Rund 160 Lehrerinnen und Lehrer aus der Region Stuttgart waren interessierte Zuhörer der vom LOS-Verbund im Raum Stuttgart organisierten Veranstaltung.
Egal ob Pisa-Studie oder Bildungsbericht, der bekannte Psychologe und Erforscher stellte der deutschen Bildungspolitik kein allzu gutes Zeugnis aus. Immerhin sei Deutschland inzwischen auf demselben Niveau wie Kenia, was die Leseleistung angehe. Das dürfe wohl im „Land der Dichter und Denker“ kaum beruhigen.

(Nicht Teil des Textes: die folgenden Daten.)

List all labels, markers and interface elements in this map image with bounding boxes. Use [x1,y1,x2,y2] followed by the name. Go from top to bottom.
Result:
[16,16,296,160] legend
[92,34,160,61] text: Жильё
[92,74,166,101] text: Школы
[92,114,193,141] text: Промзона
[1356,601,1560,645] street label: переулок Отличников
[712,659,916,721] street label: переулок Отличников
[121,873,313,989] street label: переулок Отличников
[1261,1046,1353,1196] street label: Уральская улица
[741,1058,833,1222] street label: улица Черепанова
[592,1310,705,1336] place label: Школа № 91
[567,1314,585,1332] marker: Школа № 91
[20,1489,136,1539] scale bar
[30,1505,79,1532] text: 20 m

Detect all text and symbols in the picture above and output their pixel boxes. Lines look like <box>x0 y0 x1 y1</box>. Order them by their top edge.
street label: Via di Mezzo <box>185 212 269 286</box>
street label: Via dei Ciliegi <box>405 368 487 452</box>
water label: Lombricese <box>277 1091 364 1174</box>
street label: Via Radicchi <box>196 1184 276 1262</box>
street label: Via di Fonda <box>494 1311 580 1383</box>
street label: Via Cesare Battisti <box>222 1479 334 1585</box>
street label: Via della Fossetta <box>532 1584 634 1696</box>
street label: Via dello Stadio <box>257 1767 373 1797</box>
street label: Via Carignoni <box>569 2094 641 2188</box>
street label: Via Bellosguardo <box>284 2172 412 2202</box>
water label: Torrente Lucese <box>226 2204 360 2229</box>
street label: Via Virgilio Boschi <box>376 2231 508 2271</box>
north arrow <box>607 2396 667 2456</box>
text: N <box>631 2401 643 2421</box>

Die Frage „Was hilft in der Lese- und Rechtschreibförderung?“ spalte nicht nur Pädagogen, sie betreffe, so Grünke, immer mehr Eltern und deren Kinder. Denn, so Grünke, „nicht alle Fördermethoden, die in der Praxis zur Anwendung kommen, helfen Kindern wirklich bei der Überwindung ihrer Lese- und Rechtschreibprobleme“. Wissenschaftliche Erkenntnisse über wirksame Lese- und Rechtschreibförderung würden seiner Meinung nach nur unzureichend in die Praxis transportiert. Auf Basis vorliegender Untersuchungen und Meta-Analysen ließen sich aber relativ fundierte Aussagen über die Wirksamkeit verschiedener Methoden machen. Gemäß bislang vorliegenden Meta-Analysen eigneten sich „Strategieinstruktion, direkte Instruktion, tutorielles Lernen und computergestützte Instruktion insgesamt am besten zur Lese-und Rechtschreibförderung von Kindern und Jugendlichen mit gravierenden Schulschwierigkeiten“.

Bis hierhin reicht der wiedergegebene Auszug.